United States v Ford

Ford appealed the sex offender conditions to his gun conviction supervised release. It held the challenge to undergoing sex offender assessment was prudentially ripe as a legal issue easily resolved which would impose some hardship on Ford and nether the long federal sentence here or the life sentence without parole in Oklahoma change the outcome as direct review is more appropriate here than waiting for ford to get out and move to eliminate the condition and contingencies which would render a case unripe involve discretionary decisions by third parties and the Oklahoma sentence may be modified on state review. It held the challenge to the polygraph condition was not prudentially ripe as it will only occur if recommend in his assessment and ordered by a probation officer or provider and is thus contingent. It affirmed the assessment condition because the district courts reasoning that Ford’s sex offence involved a 13-year-old girl, Ford never underwent offender treatment and has been incarcerated almost the entire time since the sex offence conviction supported imposing the condition even though the conviction was now 19 years old.


Vasquez v Davis et al. and Martorano and Chamjock

Vasquez appealed summary judgment for Davis et al. On his 1983 medical indifference claim and Davis et al. cross- appealed the sua sponte permanent injunction ordering Vasquez’s liver function be checked every three months. The panel affirmed as summary judgment and vacated the injunction. It held that any claims against Davis, Chamjock and two other providers were time barred as Vasquez knew more than two years before filing that he had hepatitis C, he had cirrhosis resulting from that infection, was taking medication of the disease and knew he needed to enroll in certain classes to obtain certain treatment options. It held that if continuing violation theory applies in the 1983 context, it did not change the outcome as to Davis, Chamjock and the other two defendants had not interaction with Vasquez during the limitations period. As to a fifth defendant, the panel affirmed summary judgment as he consulted with Vasquez about his liver, referred him to take the required classes, did a workup to facilitate treatment, consulted with higher officials to have a biopsy ordered, treated Vasquez for a more pressing medical condition and met with Vazquez every few weeks and treated his symptoms all of which negates any deliberate indifference. It vacated the injunction as it purported to bind defendants sued in their individual capacities and Vasquez does not contest the vacating of the injunction.

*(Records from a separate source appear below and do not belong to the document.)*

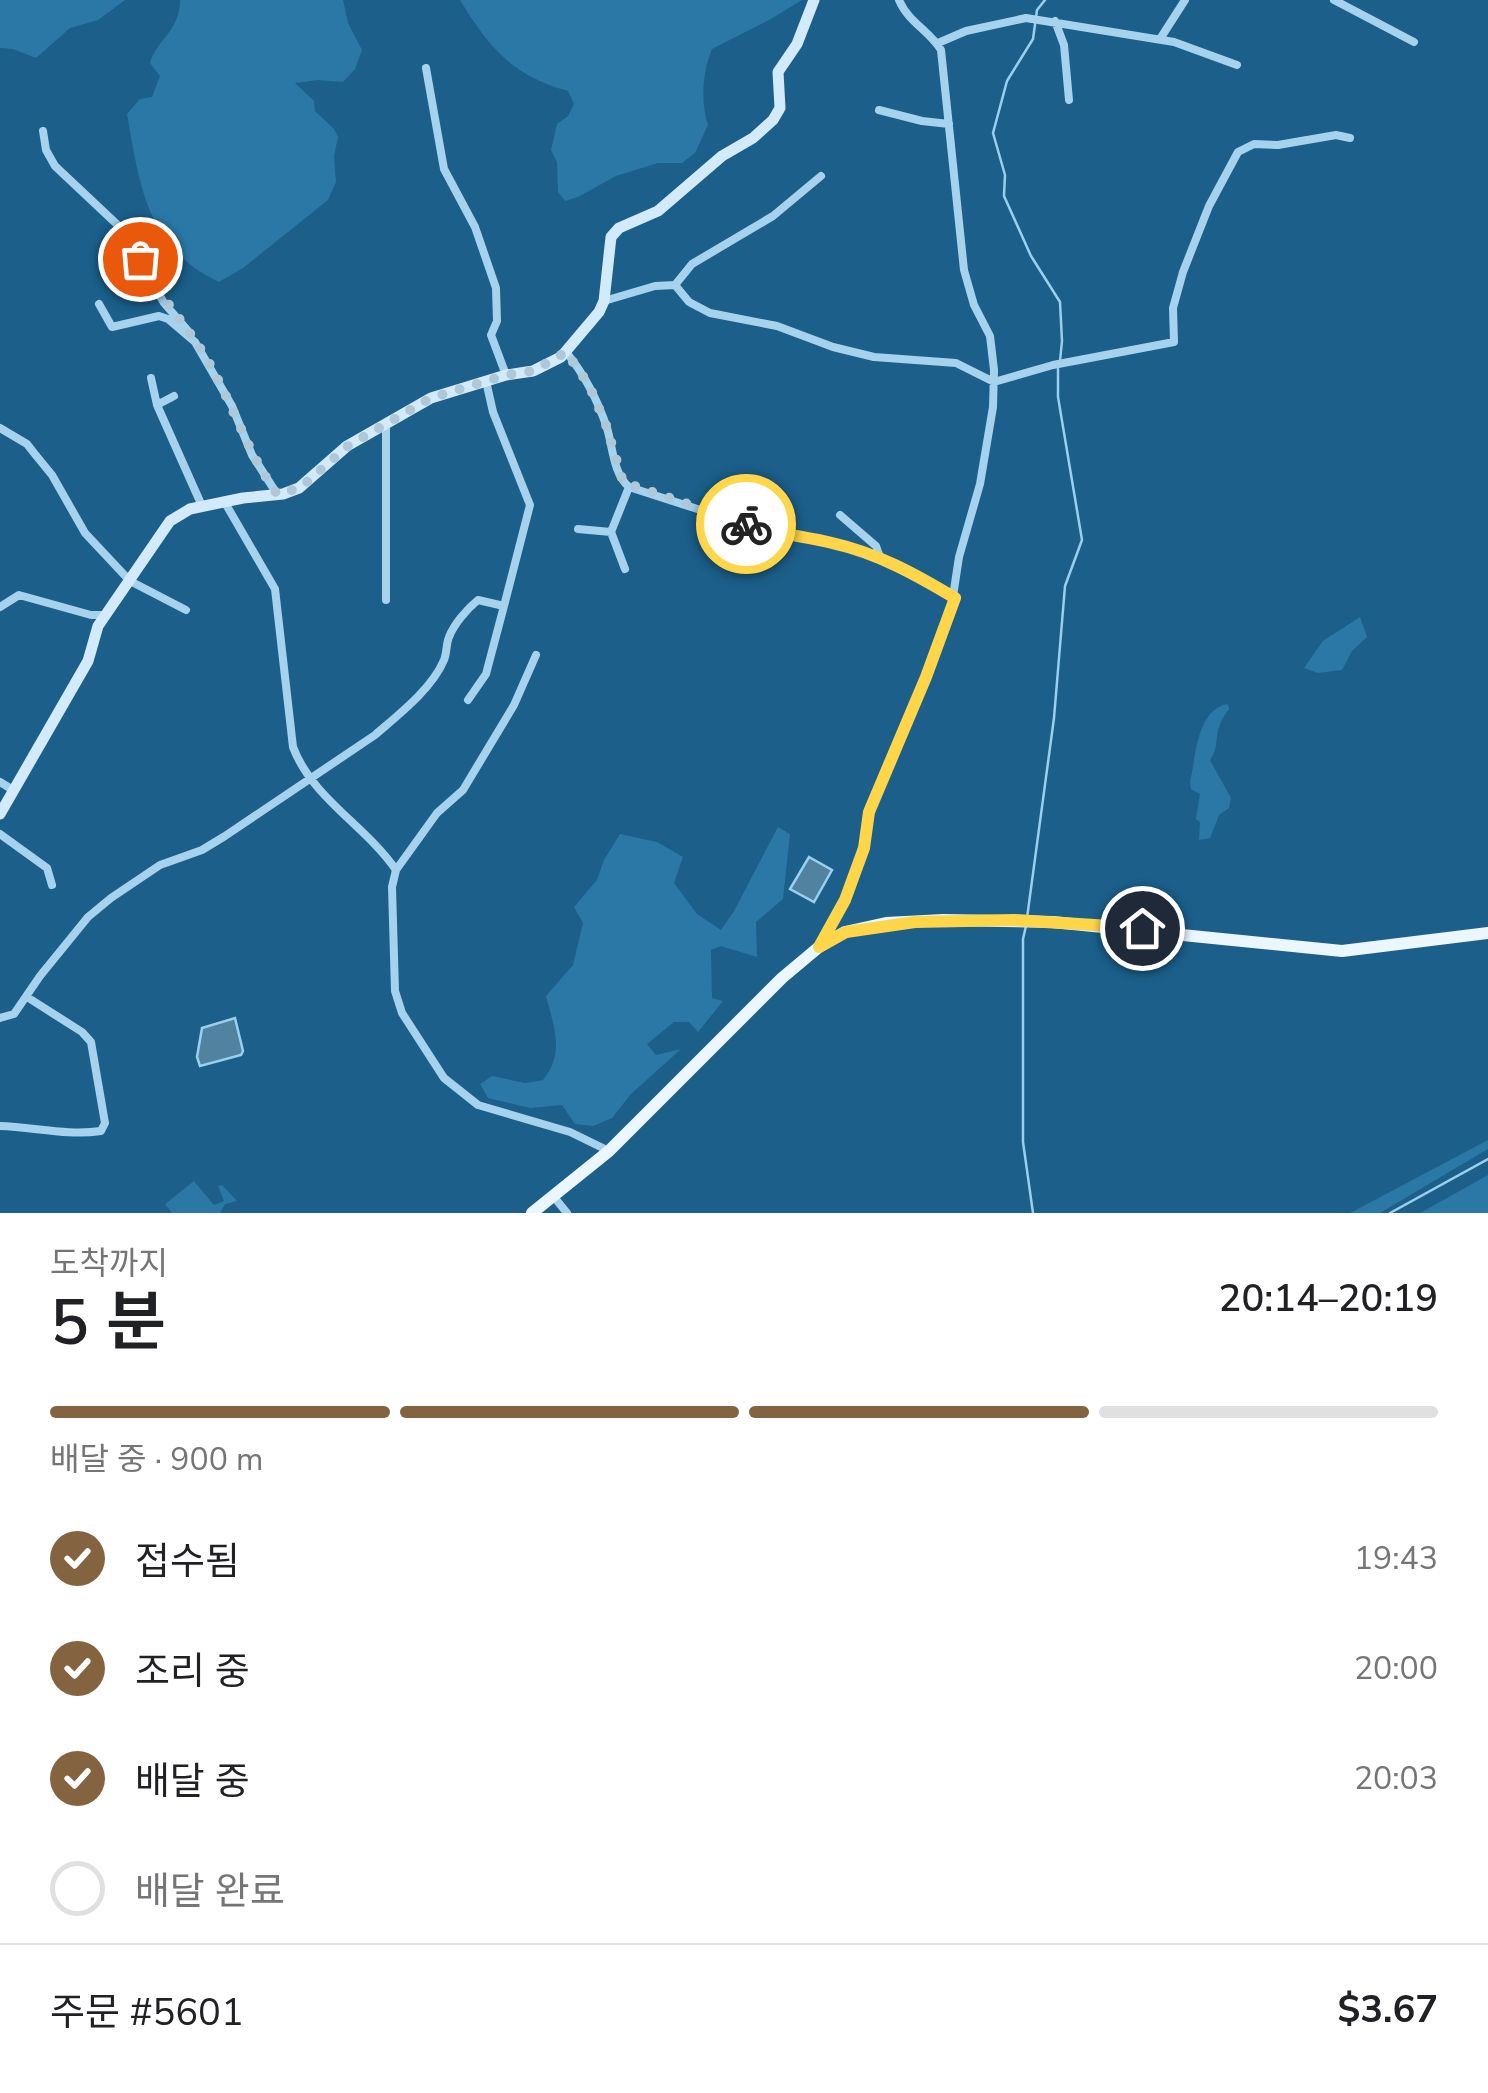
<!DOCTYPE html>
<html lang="ko">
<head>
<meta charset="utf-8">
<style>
  :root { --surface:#fff; --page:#f2f2f2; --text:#202124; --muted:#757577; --line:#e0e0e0; --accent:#846440 }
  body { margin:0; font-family:"Nunito Sans","Noto Sans KR",sans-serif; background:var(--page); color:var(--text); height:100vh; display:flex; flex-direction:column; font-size:38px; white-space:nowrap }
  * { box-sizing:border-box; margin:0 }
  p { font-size:32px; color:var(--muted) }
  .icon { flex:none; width:55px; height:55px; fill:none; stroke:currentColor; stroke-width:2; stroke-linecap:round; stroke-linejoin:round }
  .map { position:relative; height:1213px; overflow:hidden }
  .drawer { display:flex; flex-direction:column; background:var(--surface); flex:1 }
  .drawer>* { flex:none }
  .pin { position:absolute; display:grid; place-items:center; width:85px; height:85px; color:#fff; margin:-42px; border:5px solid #fff; border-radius:50%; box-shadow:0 2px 10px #0007 }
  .courier { position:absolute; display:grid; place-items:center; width:100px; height:100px; margin:-50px; border:8px solid #ffd54a; border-radius:50%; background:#fff; color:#222; box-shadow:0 2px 12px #0007 }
  .summary em { font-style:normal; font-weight:600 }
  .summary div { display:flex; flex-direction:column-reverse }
  .summary { display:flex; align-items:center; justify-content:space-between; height:170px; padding:0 50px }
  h1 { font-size:65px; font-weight:600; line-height:75px }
  .bar { display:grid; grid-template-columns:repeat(4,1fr); gap:15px 10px; align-content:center; height:120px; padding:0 50px }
  .bar i { height:12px; border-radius:8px; background:var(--line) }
  .bar .current { background:var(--accent) }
  .bar p { grid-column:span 4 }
  .line { display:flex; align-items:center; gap:25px; padding:0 50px; border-top:2px solid var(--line) }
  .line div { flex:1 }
  ol { padding:0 50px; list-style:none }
  li { display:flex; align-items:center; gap:30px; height:110px }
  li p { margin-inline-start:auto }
  li .icon { padding:10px; border-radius:50%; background:var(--accent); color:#fff; stroke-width:4 }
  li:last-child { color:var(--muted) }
  li i { width:55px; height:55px; border:5px solid var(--line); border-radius:50% }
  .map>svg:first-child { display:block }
  .green { fill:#2b78a6 }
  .water { fill:#51829f; stroke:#99cfef; stroke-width:2.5 }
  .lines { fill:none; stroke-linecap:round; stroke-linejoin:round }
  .stream { stroke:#99cfef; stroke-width:2.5 }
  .street { stroke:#a6d2ed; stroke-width:8 }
  .secondary { stroke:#d2eaf9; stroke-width:11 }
  .primary { stroke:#ebf6ff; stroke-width:12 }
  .done { stroke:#afc7d6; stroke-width:10; stroke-dasharray:0 18 }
  .route { stroke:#ffd54a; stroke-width:12 }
</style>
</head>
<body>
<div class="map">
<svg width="1488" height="1213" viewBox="0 0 1488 1213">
  <rect width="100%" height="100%" fill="#1b5f8a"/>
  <path class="green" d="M0,0H125L98,20L70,28L36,58L13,49L0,48Z
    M180,0H343L348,23L362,50L355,69L343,82L318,80L295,83L314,101L315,111L334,129L338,137L334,156L336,182L328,200L243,268L219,282C146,247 140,186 127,114L140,99L152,97L160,76L150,63C157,39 180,31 180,0Z
    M460,0H802L771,19L712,49C703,71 700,101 708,125L695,153L682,163H658L616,176L578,197L565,201L558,192L557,162L551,150L557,124L568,116L574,104L568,91C512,75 490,49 460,0Z
    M1360,617L1367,637L1352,651L1342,670L1318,673L1304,668L1323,641Z
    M1228,704L1229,709C1210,734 1222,744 1210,760L1231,798L1229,808L1219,815L1210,838L1199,840L1200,822L1196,819L1200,794L1191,789L1190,782C1196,758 1196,709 1228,704Z
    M778,827L790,834L783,899L756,922L757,957L721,946L711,950L712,998L723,1001L698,1032L689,1022H674L647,1044L656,1055L681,1049L631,1094L612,1118L593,1126L575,1124L562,1105L530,1108L488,1098L480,1084L492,1076L525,1083L543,1080C565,1053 554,1027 546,996L573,965L583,923L574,907L597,880L604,860L620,834L657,842L683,857L674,883L697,914L721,930L734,911Z
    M1488,1140V1149L1380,1213H1350Z
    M1488,1175V1213H1420Z
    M194,1181L214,1205L224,1201L218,1186L222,1185L237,1201L225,1204L220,1213H172L165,1204Z"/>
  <path class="water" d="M809,857L832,870L814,902L790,889Z
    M235,1018L243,1051L241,1055L200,1066L197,1057L202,1028Z"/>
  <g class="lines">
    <path class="stream" d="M1045,0L1037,10L1033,39L1007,81L993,133L1005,175L1004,196L1031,256L1060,302L1062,341L1060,361
      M1027,918L1054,718L1065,586L1082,540L1058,397V369
      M1026,926L1023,939V1142L1033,1213
      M1390,1213L1488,1159"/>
    <path class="street" d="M1334,0L1414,42
      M1055,21L1064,45L1069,100
      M1160,39L1185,0
      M938,43L966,31L1026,18L1174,42L1237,65
      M426,68L444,169L475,227L496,288L497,321L491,335L506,375
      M879,110L922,121L949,124
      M43,131L46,150L55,166L123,230L164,303L190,333
      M675,285L692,264L773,216L821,176
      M604,301L655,286L675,285L689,302L710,313L777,326L833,347L874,357L956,363L994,382L1053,365L1174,342L1173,308L1183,272L1209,206L1238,152L1254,144L1278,145L1336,135L1350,138
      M99,304L112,327L159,316L168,319L195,342L232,406L252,455L277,494
      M566,352C584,374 598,401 607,428C613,448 613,473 629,487L769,532L828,541L880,557L955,598
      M151,378L157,405L202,506
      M157,405L174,396
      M0,428L27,444L34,453L52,475L85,533L130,581L186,610
      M224,501L275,589L293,747C312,798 366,826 396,870L392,887L395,991L402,1013L444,1078L478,1105L570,1132L609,1151
      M840,515L876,546L880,557
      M578,529L611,532
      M625,569L611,532L629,487
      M386,600V425
      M0,607L19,595L91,615H105
      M468,700L486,674L504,606
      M0,782L13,790
      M0,834L47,868L52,885
      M396,870L437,813L463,790L514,705L536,655
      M822,941L845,901L864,848L869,812L950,616L959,557L980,484L993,407L994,370L990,336L974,305L964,270L941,50C930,31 908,22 899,0
      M0,1018L14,1014L40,976L88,917L111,898L160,865L202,850L225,836L375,735C398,715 432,689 444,660C447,653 446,644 449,637C454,624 467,609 478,600L504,606L530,505L493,412L486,381
      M0,1126C34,1127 67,1136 101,1131L105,1123L91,1042L82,1032L27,997
      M554,1197L567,1213"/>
    <path class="secondary" d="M0,814L88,661L98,626L170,521L190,509L243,498L283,494L299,488L347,446L431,398L506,375L533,371L561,357L599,312L604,301L611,237L619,228L658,211L722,156L753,138L773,120L780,108L778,72L797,44L814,0"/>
    <path class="primary" d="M532,1213L609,1151L782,978L819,947L845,932L886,923L943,920L1053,922L1342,951L1488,933"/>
  </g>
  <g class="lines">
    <path class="done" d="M140,259C158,295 185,323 205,356C232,401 247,452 277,494L300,488L348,446L431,398L506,375L533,371L566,352L589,385L606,425L623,482L746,524"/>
    <path class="route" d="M746,524C775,534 803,536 832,543C877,553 915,574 955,598L926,677L869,812L864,848L845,900L819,947L846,932L915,922L1014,920L1142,928"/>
  </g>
</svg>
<div class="pin" style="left:140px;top:259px;background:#ea580c"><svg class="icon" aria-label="bag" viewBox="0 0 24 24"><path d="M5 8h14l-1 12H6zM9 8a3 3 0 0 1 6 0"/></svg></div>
<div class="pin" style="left:1142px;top:928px;background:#1f2937"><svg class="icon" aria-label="home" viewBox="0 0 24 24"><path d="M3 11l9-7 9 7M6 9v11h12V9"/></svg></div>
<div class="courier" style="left:746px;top:524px"><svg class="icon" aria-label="bike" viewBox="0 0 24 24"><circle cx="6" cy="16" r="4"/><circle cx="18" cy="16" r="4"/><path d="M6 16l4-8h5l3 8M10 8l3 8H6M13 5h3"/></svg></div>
</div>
<section class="drawer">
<div class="summary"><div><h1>5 분</h1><p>도착까지</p></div><em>20:14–20:19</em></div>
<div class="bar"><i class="current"></i><i class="current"></i><i class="current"></i><i></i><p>배달 중 · 900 m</p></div>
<ol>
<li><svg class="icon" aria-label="check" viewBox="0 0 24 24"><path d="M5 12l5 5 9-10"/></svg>접수됨<p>19:43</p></li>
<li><svg class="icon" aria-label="check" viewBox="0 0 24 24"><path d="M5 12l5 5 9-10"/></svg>조리 중<p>20:00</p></li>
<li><svg class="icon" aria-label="check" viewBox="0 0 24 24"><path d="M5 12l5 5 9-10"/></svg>배달 중<p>20:03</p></li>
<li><i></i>배달 완료</li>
</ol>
<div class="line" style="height:130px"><div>주문 #5601</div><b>$3.67</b></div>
</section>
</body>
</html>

United States and Colorado v Colorado & Eastern Railroad (NDSC Industrial Park, LLC; Denver rock Island Railroad et al. Intervenors)

NDSC appealed the dismissal of its consent decree motion. The panel affirmed holding NDSC lacked standing to obtain a declaration that Colorado & Eastern violated the consent decree in this CERCLA case because obtaining the requested declaration will not allow remedy of any alleged harm as the state court where NDSC seeks relief cannot enforce the consent decree.